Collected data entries
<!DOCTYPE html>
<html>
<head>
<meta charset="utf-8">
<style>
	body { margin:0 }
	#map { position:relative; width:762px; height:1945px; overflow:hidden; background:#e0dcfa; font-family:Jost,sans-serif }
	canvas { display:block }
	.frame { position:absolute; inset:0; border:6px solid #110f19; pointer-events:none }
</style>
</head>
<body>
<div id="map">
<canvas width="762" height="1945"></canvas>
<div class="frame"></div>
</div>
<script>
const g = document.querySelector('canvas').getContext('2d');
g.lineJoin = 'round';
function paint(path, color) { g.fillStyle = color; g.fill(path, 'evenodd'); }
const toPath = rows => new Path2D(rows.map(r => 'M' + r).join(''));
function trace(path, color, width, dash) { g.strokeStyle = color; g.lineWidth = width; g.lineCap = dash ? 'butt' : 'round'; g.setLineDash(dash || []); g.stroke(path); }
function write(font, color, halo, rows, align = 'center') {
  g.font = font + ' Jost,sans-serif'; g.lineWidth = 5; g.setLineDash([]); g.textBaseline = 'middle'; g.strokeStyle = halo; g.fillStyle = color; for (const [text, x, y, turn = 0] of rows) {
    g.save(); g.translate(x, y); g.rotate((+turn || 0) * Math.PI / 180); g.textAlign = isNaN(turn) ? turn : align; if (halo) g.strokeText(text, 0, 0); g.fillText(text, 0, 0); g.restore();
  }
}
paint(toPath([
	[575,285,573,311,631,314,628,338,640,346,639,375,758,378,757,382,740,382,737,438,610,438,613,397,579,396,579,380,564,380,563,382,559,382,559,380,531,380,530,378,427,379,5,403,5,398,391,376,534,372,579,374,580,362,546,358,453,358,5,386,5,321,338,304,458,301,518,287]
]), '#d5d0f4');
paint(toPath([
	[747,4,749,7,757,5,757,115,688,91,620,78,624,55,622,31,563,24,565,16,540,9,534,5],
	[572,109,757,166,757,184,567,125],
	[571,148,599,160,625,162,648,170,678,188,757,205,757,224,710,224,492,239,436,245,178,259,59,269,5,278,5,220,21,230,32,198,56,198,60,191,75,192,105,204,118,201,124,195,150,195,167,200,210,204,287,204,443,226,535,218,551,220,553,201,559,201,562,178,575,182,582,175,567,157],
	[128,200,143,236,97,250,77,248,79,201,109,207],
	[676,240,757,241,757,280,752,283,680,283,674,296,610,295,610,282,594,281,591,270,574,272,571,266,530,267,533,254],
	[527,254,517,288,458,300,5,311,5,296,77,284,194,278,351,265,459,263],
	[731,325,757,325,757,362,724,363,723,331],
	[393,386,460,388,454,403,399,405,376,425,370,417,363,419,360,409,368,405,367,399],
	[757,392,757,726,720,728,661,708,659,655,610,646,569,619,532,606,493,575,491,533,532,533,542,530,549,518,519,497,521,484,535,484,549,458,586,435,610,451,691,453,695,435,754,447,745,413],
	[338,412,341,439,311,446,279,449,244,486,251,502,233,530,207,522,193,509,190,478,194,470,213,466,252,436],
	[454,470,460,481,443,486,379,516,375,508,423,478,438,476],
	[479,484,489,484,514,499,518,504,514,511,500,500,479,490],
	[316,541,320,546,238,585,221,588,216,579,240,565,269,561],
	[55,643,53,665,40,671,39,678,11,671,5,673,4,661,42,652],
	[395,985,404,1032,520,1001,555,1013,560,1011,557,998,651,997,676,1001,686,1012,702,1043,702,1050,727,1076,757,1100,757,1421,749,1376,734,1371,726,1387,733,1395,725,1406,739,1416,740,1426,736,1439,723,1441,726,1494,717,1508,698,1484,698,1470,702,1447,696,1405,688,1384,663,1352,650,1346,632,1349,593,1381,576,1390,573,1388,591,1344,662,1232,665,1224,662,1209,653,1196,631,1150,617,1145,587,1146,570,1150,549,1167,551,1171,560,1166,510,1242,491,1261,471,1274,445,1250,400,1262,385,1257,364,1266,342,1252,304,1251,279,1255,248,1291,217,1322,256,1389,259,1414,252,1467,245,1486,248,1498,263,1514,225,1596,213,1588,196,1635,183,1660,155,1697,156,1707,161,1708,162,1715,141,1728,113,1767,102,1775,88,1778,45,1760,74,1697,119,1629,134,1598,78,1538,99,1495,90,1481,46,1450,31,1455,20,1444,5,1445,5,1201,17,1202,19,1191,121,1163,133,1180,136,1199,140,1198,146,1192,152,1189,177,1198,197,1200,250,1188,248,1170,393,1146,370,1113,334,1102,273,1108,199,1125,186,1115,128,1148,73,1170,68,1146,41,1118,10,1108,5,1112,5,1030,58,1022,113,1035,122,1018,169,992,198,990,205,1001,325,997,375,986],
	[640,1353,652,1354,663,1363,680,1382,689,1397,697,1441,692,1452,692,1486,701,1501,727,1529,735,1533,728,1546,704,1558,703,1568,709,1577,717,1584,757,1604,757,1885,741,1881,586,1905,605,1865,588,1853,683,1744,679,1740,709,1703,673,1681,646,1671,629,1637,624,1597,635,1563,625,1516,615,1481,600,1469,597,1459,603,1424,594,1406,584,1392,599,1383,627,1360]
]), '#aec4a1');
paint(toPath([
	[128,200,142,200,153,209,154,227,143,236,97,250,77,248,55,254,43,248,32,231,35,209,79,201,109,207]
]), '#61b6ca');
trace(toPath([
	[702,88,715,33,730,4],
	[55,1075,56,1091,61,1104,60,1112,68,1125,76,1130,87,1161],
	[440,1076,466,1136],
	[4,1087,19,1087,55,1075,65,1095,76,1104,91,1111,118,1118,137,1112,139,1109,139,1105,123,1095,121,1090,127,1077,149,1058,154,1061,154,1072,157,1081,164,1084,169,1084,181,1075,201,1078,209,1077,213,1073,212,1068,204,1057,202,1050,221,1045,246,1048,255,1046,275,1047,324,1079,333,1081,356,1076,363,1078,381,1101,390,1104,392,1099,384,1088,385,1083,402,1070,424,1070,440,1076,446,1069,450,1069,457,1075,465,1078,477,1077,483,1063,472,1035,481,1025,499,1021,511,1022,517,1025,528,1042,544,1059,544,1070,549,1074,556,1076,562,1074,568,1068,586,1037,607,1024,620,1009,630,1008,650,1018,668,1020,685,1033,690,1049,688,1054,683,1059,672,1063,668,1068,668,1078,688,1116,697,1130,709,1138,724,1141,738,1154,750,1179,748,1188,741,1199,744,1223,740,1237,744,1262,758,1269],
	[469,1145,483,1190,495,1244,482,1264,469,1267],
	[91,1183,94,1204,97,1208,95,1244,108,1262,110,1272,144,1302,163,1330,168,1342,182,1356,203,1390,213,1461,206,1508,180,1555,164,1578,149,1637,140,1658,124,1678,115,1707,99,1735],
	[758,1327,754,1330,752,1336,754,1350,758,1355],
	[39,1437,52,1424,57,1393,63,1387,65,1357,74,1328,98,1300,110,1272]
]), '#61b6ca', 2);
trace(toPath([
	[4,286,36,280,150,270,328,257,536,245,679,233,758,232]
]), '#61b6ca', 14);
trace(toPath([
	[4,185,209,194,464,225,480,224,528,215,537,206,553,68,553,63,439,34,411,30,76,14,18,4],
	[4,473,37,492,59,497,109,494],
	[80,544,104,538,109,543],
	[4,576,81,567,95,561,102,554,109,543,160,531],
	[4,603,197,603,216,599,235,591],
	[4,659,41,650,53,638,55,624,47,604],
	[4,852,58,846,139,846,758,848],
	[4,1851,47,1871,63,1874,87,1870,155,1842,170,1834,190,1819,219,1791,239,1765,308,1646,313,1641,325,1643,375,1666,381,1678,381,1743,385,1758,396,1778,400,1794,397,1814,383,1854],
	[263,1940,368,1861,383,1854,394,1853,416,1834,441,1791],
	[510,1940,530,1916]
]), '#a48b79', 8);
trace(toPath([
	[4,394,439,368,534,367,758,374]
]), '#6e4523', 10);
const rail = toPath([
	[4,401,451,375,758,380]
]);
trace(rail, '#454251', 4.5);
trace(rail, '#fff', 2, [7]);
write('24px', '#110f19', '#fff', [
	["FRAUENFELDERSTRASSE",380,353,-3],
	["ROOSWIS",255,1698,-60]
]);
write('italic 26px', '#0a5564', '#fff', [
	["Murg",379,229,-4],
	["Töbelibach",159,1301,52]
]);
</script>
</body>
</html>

» What is expected:
What are the lines, exactly as written above, from the line with "g.lineJoin = 'round';" to the line with "function write(font, color, halo, rows, align", both included? Output only those.

» Solution for this exercise:
g.lineJoin = 'round';
function paint(path, color) { g.fillStyle = color; g.fill(path, 'evenodd'); }
const toPath = rows => new Path2D(rows.map(r => 'M' + r).join(''));
function trace(path, color, width, dash) { g.strokeStyle = color; g.lineWidth = width; g.lineCap = dash ? 'butt' : 'round'; g.setLineDash(dash || []); g.stroke(path); }
function write(font, color, halo, rows, align = 'center') {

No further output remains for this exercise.